EXTRACTED DATA

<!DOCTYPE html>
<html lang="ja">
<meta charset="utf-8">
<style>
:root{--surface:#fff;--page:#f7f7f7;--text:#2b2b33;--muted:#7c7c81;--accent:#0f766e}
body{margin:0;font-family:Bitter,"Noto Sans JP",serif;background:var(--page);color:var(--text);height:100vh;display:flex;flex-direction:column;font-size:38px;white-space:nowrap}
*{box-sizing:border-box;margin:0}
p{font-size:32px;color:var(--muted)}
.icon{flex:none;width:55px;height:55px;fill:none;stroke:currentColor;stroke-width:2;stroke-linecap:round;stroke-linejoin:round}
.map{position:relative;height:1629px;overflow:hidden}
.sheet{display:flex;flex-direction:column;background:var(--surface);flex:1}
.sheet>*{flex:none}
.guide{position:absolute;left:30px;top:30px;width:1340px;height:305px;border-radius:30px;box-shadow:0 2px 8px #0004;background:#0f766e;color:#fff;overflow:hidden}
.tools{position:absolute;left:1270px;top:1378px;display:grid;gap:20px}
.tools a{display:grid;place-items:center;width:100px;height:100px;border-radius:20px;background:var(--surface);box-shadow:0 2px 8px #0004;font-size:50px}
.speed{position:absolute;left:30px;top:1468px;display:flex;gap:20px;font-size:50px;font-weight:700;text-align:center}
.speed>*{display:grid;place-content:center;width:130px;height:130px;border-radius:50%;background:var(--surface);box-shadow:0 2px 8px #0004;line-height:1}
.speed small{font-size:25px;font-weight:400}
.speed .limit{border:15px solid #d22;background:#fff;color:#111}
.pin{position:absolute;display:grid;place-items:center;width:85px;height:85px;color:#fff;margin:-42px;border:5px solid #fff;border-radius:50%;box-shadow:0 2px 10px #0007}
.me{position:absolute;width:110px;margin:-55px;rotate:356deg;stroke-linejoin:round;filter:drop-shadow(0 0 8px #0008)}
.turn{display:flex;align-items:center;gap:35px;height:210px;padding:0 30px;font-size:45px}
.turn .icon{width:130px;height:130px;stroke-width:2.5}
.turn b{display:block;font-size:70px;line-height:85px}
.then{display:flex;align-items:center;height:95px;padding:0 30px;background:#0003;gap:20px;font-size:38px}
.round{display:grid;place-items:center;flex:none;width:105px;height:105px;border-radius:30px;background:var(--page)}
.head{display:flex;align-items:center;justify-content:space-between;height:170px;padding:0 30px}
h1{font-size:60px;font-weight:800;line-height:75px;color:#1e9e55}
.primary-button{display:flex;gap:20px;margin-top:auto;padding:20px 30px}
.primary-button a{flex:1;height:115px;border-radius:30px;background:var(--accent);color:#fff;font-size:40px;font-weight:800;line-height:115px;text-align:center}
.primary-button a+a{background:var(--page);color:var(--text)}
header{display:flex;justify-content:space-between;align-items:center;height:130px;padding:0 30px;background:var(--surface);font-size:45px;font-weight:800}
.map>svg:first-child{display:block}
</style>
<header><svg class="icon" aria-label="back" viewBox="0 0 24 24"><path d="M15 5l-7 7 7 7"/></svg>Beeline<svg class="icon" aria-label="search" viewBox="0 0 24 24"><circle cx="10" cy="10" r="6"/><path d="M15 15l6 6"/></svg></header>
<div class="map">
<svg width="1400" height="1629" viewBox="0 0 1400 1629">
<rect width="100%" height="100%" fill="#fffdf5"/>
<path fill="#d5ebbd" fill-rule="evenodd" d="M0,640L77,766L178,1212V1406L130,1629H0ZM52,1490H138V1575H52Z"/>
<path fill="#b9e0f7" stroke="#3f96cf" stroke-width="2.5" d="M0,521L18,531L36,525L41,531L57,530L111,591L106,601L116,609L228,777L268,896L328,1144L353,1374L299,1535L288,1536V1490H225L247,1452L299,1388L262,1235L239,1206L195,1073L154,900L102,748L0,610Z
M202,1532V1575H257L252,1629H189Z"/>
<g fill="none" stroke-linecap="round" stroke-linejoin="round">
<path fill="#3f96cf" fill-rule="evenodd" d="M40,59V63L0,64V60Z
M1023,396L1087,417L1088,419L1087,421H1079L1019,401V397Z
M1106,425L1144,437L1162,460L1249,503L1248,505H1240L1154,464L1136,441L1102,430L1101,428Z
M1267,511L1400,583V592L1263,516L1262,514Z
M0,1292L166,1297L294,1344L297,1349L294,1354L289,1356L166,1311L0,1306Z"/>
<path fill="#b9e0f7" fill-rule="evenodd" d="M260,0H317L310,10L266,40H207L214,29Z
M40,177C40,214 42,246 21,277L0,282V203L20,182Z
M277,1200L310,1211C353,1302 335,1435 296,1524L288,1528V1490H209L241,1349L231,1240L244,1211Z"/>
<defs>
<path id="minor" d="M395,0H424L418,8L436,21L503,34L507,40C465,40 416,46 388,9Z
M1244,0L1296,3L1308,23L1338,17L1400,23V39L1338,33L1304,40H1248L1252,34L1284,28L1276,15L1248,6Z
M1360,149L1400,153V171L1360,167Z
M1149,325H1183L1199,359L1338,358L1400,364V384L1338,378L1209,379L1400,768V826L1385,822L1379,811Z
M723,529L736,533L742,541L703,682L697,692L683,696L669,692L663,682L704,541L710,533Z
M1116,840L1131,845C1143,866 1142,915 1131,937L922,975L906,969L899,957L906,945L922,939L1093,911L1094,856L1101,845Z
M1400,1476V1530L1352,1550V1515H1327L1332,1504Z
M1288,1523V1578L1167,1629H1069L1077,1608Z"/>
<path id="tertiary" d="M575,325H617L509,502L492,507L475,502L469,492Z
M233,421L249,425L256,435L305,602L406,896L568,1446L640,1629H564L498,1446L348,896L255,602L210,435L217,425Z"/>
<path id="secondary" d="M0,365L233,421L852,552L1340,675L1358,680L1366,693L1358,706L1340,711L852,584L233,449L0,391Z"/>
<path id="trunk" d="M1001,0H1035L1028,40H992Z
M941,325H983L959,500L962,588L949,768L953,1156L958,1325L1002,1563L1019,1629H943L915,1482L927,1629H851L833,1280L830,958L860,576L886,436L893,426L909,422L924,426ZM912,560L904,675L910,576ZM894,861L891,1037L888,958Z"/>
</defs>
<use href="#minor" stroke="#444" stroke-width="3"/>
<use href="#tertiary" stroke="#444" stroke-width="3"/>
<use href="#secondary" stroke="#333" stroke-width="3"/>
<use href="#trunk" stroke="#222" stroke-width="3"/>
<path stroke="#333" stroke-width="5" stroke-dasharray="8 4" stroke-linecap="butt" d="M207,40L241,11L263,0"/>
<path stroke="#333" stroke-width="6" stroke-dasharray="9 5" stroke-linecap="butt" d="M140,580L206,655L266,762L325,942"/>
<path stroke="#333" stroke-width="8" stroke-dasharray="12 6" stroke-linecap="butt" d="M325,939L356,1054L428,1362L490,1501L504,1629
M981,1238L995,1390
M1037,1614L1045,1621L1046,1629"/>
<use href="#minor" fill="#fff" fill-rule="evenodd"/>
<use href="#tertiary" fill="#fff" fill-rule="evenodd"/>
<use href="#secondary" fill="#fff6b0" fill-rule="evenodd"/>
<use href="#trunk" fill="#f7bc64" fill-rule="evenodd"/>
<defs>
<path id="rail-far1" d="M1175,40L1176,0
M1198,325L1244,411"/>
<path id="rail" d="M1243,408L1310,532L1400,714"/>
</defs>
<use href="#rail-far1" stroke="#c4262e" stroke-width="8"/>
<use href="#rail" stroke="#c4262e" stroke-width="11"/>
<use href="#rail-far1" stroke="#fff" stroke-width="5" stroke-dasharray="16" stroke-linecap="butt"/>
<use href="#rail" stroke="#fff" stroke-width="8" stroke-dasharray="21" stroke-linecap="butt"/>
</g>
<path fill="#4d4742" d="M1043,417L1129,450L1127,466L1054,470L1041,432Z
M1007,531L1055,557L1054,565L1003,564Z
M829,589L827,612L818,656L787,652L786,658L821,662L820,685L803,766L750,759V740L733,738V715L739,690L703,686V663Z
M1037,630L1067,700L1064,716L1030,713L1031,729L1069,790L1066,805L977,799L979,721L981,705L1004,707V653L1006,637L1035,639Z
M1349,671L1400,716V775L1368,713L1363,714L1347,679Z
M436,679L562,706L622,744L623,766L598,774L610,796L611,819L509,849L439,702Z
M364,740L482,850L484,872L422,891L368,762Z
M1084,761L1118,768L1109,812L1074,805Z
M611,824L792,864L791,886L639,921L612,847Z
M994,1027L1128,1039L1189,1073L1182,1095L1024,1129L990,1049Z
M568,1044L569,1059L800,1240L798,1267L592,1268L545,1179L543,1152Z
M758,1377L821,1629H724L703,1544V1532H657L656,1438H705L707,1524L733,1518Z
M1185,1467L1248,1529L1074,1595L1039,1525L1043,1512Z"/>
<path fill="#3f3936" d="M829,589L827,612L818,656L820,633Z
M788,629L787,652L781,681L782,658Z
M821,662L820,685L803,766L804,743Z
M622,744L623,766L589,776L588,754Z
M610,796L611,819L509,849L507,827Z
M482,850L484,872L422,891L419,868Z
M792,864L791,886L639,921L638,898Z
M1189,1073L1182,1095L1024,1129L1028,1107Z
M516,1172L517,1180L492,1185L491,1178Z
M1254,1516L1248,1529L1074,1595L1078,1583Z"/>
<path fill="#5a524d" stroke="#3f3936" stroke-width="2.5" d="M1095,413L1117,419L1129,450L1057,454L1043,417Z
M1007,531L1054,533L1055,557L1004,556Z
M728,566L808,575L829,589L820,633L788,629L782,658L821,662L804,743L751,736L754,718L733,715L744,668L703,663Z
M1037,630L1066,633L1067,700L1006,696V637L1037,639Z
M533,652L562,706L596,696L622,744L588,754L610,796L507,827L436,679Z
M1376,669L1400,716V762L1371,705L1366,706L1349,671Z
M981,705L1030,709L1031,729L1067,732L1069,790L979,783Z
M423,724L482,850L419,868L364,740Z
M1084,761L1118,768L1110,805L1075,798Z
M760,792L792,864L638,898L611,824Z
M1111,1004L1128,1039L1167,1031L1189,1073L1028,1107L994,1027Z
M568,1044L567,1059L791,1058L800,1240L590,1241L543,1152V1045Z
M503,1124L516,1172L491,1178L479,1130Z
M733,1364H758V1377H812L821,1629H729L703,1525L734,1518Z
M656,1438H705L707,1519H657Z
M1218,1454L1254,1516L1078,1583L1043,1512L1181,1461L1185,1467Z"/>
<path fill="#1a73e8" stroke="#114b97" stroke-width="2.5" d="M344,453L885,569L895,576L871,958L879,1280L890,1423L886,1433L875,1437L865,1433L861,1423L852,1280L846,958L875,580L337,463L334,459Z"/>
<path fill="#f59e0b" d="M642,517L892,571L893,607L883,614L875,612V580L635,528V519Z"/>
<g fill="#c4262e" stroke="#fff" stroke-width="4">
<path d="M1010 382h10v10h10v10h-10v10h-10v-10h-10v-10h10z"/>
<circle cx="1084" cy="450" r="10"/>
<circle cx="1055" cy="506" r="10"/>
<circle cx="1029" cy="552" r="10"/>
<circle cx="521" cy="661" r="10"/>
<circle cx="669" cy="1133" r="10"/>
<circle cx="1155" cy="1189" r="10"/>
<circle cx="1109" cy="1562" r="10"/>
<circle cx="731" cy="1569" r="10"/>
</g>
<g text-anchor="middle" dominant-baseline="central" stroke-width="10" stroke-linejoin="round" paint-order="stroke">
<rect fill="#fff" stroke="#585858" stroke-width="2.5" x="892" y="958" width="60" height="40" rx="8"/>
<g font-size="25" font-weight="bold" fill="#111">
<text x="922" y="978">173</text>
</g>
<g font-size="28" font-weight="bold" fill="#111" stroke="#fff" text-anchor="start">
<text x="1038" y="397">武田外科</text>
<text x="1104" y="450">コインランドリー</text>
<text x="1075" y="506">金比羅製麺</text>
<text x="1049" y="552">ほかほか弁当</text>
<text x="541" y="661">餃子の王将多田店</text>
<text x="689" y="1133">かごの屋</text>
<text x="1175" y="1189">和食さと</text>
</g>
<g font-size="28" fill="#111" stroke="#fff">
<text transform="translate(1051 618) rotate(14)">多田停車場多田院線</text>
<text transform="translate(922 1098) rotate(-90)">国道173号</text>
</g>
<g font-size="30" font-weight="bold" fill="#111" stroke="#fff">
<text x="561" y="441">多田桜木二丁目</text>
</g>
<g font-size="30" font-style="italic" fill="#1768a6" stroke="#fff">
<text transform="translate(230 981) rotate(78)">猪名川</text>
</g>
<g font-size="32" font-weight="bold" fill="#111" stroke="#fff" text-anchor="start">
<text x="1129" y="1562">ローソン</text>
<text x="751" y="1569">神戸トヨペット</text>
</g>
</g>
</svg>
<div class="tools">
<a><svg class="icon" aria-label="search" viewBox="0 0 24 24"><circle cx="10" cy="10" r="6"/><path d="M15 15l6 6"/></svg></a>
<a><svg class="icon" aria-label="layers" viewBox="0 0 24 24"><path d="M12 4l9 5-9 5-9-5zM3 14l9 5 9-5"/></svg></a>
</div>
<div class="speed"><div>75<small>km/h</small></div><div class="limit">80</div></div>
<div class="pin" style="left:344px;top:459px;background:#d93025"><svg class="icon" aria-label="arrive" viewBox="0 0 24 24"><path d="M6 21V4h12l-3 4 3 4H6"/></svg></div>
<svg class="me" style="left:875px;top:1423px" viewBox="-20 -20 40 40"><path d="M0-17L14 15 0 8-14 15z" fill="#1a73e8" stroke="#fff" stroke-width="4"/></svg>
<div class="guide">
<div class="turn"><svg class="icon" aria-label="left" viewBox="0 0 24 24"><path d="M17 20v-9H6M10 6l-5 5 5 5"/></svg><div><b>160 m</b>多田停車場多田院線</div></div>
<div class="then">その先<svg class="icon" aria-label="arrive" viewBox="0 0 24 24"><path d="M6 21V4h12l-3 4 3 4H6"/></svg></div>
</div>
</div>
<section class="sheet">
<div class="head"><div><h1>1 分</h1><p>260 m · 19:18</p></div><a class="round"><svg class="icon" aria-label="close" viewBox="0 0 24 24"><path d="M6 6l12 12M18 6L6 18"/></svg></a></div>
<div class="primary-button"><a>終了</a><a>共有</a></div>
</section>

DESCRIPTION OF THE TASK
Pull out each line of the records holding the string "column".

ANSWER BOX
body{margin:0;font-family:Bitter,"Noto Sans JP",serif;background:var(--page);color:var(--text);height:100vh;display:flex;flex-direction:column;font-size:38px;white-space:nowrap}
.sheet{display:flex;flex-direction:column;background:var(--surface);flex:1}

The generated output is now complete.